Exercise objective
State the count of lines below featuring the word "items", and write nothing further.

The input

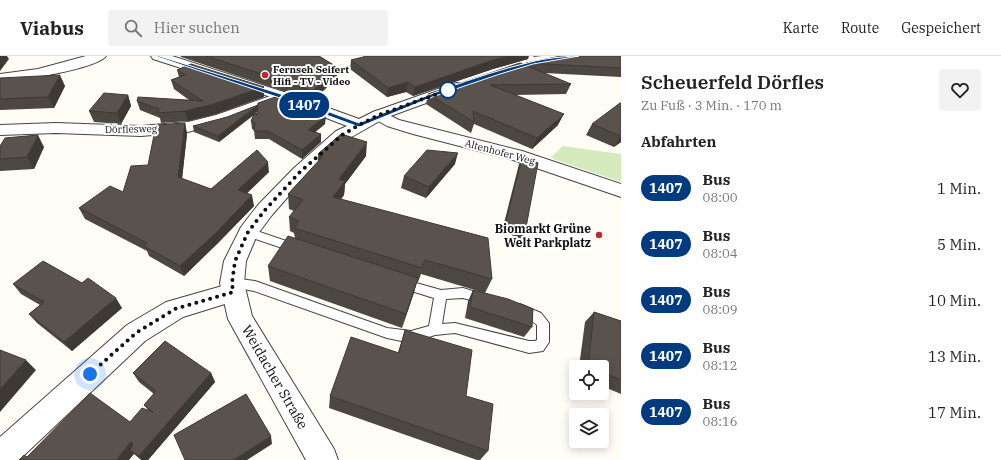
<!DOCTYPE html>
<html lang="de">
<meta charset="utf-8">
<style>
body{margin:0;font-family:"IBM Plex Serif",serif;background:#f2f2f2;color:#222;height:100vh;display:flex;flex-direction:column;font-size:15px;white-space:nowrap}
*{box-sizing:border-box;margin:0}
p{font-size:13px;color:#767676}
.icon{flex:none;width:22px;height:22px;fill:none;stroke:currentColor;stroke-width:2;stroke-linecap:round;stroke-linejoin:round}
.map{position:relative;flex:1;overflow:hidden}
.details{display:flex;flex-direction:column;background:#fff;width:380px}
.details>*{flex:none}
.badge{padding:0 8px;border-radius:13px;font-size:14px;line-height:26px}
.tools{position:absolute;left:569px;top:304px;display:grid;gap:8px}
.tools a{display:grid;place-items:center;width:40px;height:40px;border-radius:4px;background:#fff;box-shadow:0 2px 10px #0003;font-size:20px}
.you{position:absolute;width:20px;height:20px;margin:-10px;border:3px solid #fff;border-radius:50%;background:#1a73e8;box-shadow:0 0 0 6px #1a73e833}
.map>.badge{position:absolute;translate:-50% -50%;box-shadow:0 0 0 2px #fff}
h2{padding:0 20px;font-size:15px;line-height:36px}
.round{display:grid;place-items:center;flex:none;width:42px;height:42px;border-radius:4px;background:#f2f2f2}
.head{display:flex;align-items:center;justify-content:space-between;height:68px;padding:0 20px}
h1{font-size:19px;font-weight:600;line-height:30px}
ul{padding:0;list-style:none}
li{display:flex;align-items:center;gap:12px;height:56px;padding:0 20px}
li div{flex:1}
li b{display:block;font-size:15px}
li em{font-style:normal}
li .badge{min-width:44px;font-weight:700;text-align:center}
header{display:flex;align-items:center;gap:24px;box-sizing:border-box;height:56px;padding:0 20px;background:#fff;border-bottom:1px solid #e0e0e0}
header strong{font-size:19px}
nav{display:flex;gap:22px;margin-inline-start:auto;font-size:14px}
.search{width:280px;height:36px;background:#f2f2f2;display:flex;align-items:center;gap:10px;box-sizing:border-box;padding:0 14px;border-radius:4px;color:#767676;font-size:15px}
main{display:flex;flex:1;min-height:0}
.map>svg:first-child{display:block}
.green{fill:#d5ebbd}
.lines{fill:none;stroke-linecap:round;stroke-linejoin:round}
.service-casing{stroke:#444;stroke-width:2}
.minor-casing{stroke:#444;stroke-width:2}
.tertiary-casing{stroke:#444;stroke-width:2}
.service{fill:#fff;fill-rule:evenodd}
.minor{fill:#fff;fill-rule:evenodd}
.tertiary{fill:#fff;fill-rule:evenodd}
.wall{fill:#4d4742}
.shaded-wall{fill:#3f3936}
.building{fill:#5a524d;stroke:#3f3936}
.line{fill:#003b80;stroke:#fff}
.walk{stroke:#111;stroke-width:4;stroke-dasharray:0 7.2}
.poi-dot{fill:#c4262e;stroke:#fff;stroke-width:1.5}
.stop-dot{fill:#fff;stroke:#003b80;stroke-width:2}
.labels{text-anchor:middle;dominant-baseline:central;stroke-width:4;stroke-linejoin:round;paint-order:stroke}
.far-poi-label{font-size:10px;font-weight:bold;fill:#111;stroke:#fff;text-anchor:start}
.far-street-label{font-size:10px;fill:#111;stroke:#fff}
.poi-label{font-size:12px;font-weight:bold;fill:#111;stroke:#fff;text-anchor:end}
.near-street-label{font-size:14px;fill:#111;stroke:#fff}
</style>
<header>
<strong>Viabus</strong>
<div class="search"><svg class="icon" aria-label="search" viewBox="0 0 24 24"><circle cx="10" cy="10" r="6"/><path d="M15 15l6 6"/></svg>Hier suchen</div>
<nav><a>Karte</a><a>Route</a><a>Gespeichert</a></nav>
</header>
<main>
<div class="map">
<svg width="621" height="404" viewBox="0 0 621 404">
<rect width="100%" height="100%" fill="#fffdf5"/>
<!-- green -->
<path class="green" d="M563,90L621,98V126L553,103L552,100Z"/>
<g class="lines">
<defs>
<path id="service" d="M248,172L301,190L302,193L301,196L297,197L244,179L243,176L244,173Z
M232,222L255,225L387,272L411,275L429,270L434,242L398,231L396,228L398,225L402,223L441,234L463,232L489,240L491,243L489,246L485,248L463,242L446,243L442,268L455,267L529,285H535L537,284V269C530,262 518,261 514,253L516,249L520,248L541,257L549,267V286L543,295L529,297L455,277L435,279L411,287L387,282L254,235L228,230L226,227L228,224Z"/>
<path id="minor" d="M86,0H106C97,13 18,25 0,26V18L38,13Z
M282,36L287,37L289,40L287,43L228,65L188,76L141,80L56,77L0,79V69L56,67L141,70L188,66L216,59Z
M379,54L399,64L522,95L621,128V141L510,103L413,78L387,70L373,62L371,59L373,56Z
M233,227L241,229L245,236L241,243L183,261L145,285L19,404H0V381L127,269L166,246Z"/>
<path id="tertiary" d="M151,0H172L287,37L359,63L373,56L452,28L457,27L462,28L464,31L462,34L385,62L348,83L306,120L272,159L257,179L246,205L244,227L252,260L334,393L338,404H306L228,263L220,227L224,205L241,171L258,149L294,112L336,75L347,70L277,43L153,3Z"/>
</defs>
<!-- service casing -->
<use href="#service" class="service-casing"/>
<!-- minor casing -->
<use href="#minor" class="minor-casing"/>
<!-- tertiary casing -->
<use href="#tertiary" class="tertiary-casing"/>
<!-- service -->
<use href="#service" class="service"/>
<!-- minor -->
<use href="#minor" class="minor"/>
<!-- tertiary -->
<use href="#tertiary" class="tertiary"/>
</g>
<!-- wall -->
<path class="wall" d="M181,0H319L337,11V21L313,45L181,1Z
M621,0V21L544,17L571,28L566,38L516,39L558,69L532,93L474,68L471,77L426,48L428,38L525,10L526,7Z
M528,3L493,13L413,40L406,36L387,41L350,13L351,4Z
M177,14L264,31V41L216,58L188,65L161,67L160,62L140,54L137,45L189,44L174,33L171,24L179,21Z
M0,22L65,30L54,52L0,54Z
M128,39L131,50L121,68L94,66L89,55Z
M302,47L303,51L325,68L315,76L321,78V86L302,103L269,83H255L254,74L252,73L251,65L254,59L219,86L194,76L193,70Z
M621,47V86L614,91L586,79L592,68Z
M185,67L187,78L182,123L211,133L269,116L247,137L254,150L218,187L184,220L149,200L147,195L85,163L79,152L123,136L148,109Z
M0,90L44,91L34,113L0,115Z
M318,98L366,100L345,128L344,139L341,143L492,223L485,237L421,218L418,226H417L402,272L270,225L268,210L295,182L294,177L290,175L289,161L294,155L289,153L288,138L318,106Z
M522,102L525,177L521,183L502,175L519,108Z
M455,108L426,142L401,132L404,120Z
M13,228L122,252L72,295L37,267L29,258L40,249L21,238Z
M473,234L532,271L524,281L465,262L468,245Z
M594,256L621,265V338L602,330V311H579L585,266Z
M405,274L466,340L488,395L480,404H477L329,352L330,340L398,296Z
M133,317H211L215,326L148,404H141L134,398L19,404L24,399L27,401L130,366L148,354L144,349L154,338L139,326Z"/>
<!-- shaded-wall -->
<path class="shaded-wall" d="M0,0H7L9,3L0,15Z
M508,0H529L528,3L493,13L413,40L415,31L496,3Z
M534,0H542L533,1Z
M337,11V21L313,45V35Z
M60,19L65,30L54,52L48,41Z
M408,26L406,36L387,41L388,32Z
M264,31V41L216,58L188,65L185,55Z
M128,39L131,50L121,68L117,57Z
M302,47L303,55L299,50Z
M258,49V55L219,86L218,80Z
M564,58L558,69L532,93L537,82Z
M326,60L325,68L308,82V74Z
M185,67L187,78L181,132L178,121Z
M321,78V86L302,103V94Z
M38,79L44,91L34,113L27,101Z
M621,80V86L614,91Z
M367,86L366,100L345,128L344,139L332,155L333,141L339,123Z
M458,97L455,108L426,142L429,131Z
M268,106L269,116L240,144L238,134Z
M252,139L254,150L218,187L184,220L180,210Z
M418,222L414,237L402,272L406,258Z
M116,242L122,252L72,295L64,286Z
M26,304L36,314L0,356V333Z
M211,317L215,326L148,404H142L139,400Z
M271,380L272,388L247,404H233Z
M131,386L137,394H130L134,398L129,404H116Z"/>
<!-- building -->
<path class="building" d="M206,0H319L337,11L313,35Z
M367,0H508L496,3L415,31L408,26L388,32L351,4Z
M561,0H621V12L526,7Z
M520,7L571,28L490,29L564,58L537,82L473,55L474,66L428,38Z
M191,8L264,31L214,48L185,55L158,57L159,53L137,45L138,41L203,45L171,24L185,19L177,14Z
M60,19L48,41L0,43V22Z
M104,37L128,39L117,57L89,55Z
M281,39L302,47L299,50L326,60L308,74L321,78L302,94L268,75H254L255,67L251,65L254,58L257,59L258,47Z
M620,47H621V80L592,68Z
M258,49L218,80L193,70L227,61Z
M185,67L178,121L211,133L257,94L268,106L238,134L252,139L216,177L180,210L144,190L147,187L79,152L110,130L123,136L131,110L148,109L156,69Z
M341,78L367,86L339,123L345,125L333,141L488,182L492,223L425,204L422,212L294,172L299,165L289,161L303,144L288,138L323,100L318,98Z
M38,79L27,101L0,103V90L5,82Z
M427,94L458,97L429,131L404,120Z
M522,102L538,107L525,177L505,169Z
M288,180L418,222L406,258L268,210Z
M43,205L82,227L88,222L116,242L64,286L29,258L44,246L13,228Z
M473,234L508,243L533,253L532,271L470,251Z
M594,256L621,265V324L602,316V311H588Z
M405,274L472,294L466,340L493,348L488,395L330,340L351,281L399,297Z
M165,285L211,317L139,400L130,394L133,388L131,386L116,404H19L24,399L27,401L90,337L130,366L142,352L153,356L144,349L156,335L133,317Z
M0,294L26,304L0,333Z
M246,338L271,380L233,404H185L174,379Z"/>
<!-- line -->
<path class="line" d="M155,0H159L284,39L359,67C415,44 472,20 531,6C546,2 561,1 576,0H579L533,8L500,18L435,40L359,71L280,42Z"/>
<g class="lines">
<!-- walk -->
<path class="walk" d="M90,318L136,277L175,253L233,236L232,227L235,205L248,176L265,154L300,116L342,79L359,69L379,59L448,34"/>
</g>
<!-- markers -->
<g class="poi-dot">
<circle cx="265" cy="19" r="4"/>
<circle cx="599" cy="179" r="4"/>
</g>
<circle class="stop-dot" cx="448" cy="34" r="8"/>
<g class="labels">
<!-- far-poi labels -->
<g class="far-poi-label">
<text x="273" y="13">Fernseh Seifert<tspan x="273" dy="12">Hifi - TV - Video</tspan></text>
</g>
<!-- far-street labels -->
<g class="far-street-label">
<text transform="translate(131 73) rotate(-1)">Dörflesweg</text>
<text transform="translate(500 96) rotate(15)">Altenhofer Weg</text>
</g>
<!-- poi labels -->
<g class="poi-label">
<text x="591" y="172">Biomarkt Grüne<tspan x="591" dy="14">Welt Parkplatz</tspan></text>
</g>
<!-- near-street labels -->
<g class="near-street-label">
<text transform="translate(275 321) rotate(60)">Weidacher Straße</text>
</g>
</g>
</svg>
<div class="tools">
<a><svg class="icon" aria-label="locate" viewBox="0 0 24 24"><circle cx="12" cy="12" r="6"/><path d="M12 2v4M12 18v4M2 12h4M18 12h4"/></svg></a>
<a><svg class="icon" aria-label="layers" viewBox="0 0 24 24"><path d="M12 4l9 5-9 5-9-5zM3 14l9 5 9-5"/></svg></a>
</div>
<div class="you" style="left:90px;top:318px"></div>
<b class="badge" style="left:304px;top:49px;background:#003b80;color:#fff">1407</b>
</div>
<section class="details">
<div class="head"><div><h1>Scheuerfeld Dörfles</h1><p>Zu Fuß · 3 Min. · 170 m</p></div><a class="round"><svg class="icon" aria-label="heart" viewBox="0 0 24 24"><path d="M12 20l-8-8c-3-5 5-10 8-4 3-6 11-1 8 4z"/></svg></a></div>
<h2>Abfahrten</h2>
<ul>
<li><span class="badge" style="background:#003b80;color:#fff">1407</span><div><b>Bus</b><p>08:00</p></div><em>1 Min.</em></li>
<li><span class="badge" style="background:#003b80;color:#fff">1407</span><div><b>Bus</b><p>08:04</p></div><em>5 Min.</em></li>
<li><span class="badge" style="background:#003b80;color:#fff">1407</span><div><b>Bus</b><p>08:09</p></div><em>10 Min.</em></li>
<li><span class="badge" style="background:#003b80;color:#fff">1407</span><div><b>Bus</b><p>08:12</p></div><em>13 Min.</em></li>
<li><span class="badge" style="background:#003b80;color:#fff">1407</span><div><b>Bus</b><p>08:16</p></div><em>17 Min.</em></li>
</ul>
</section>
</main>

Output
6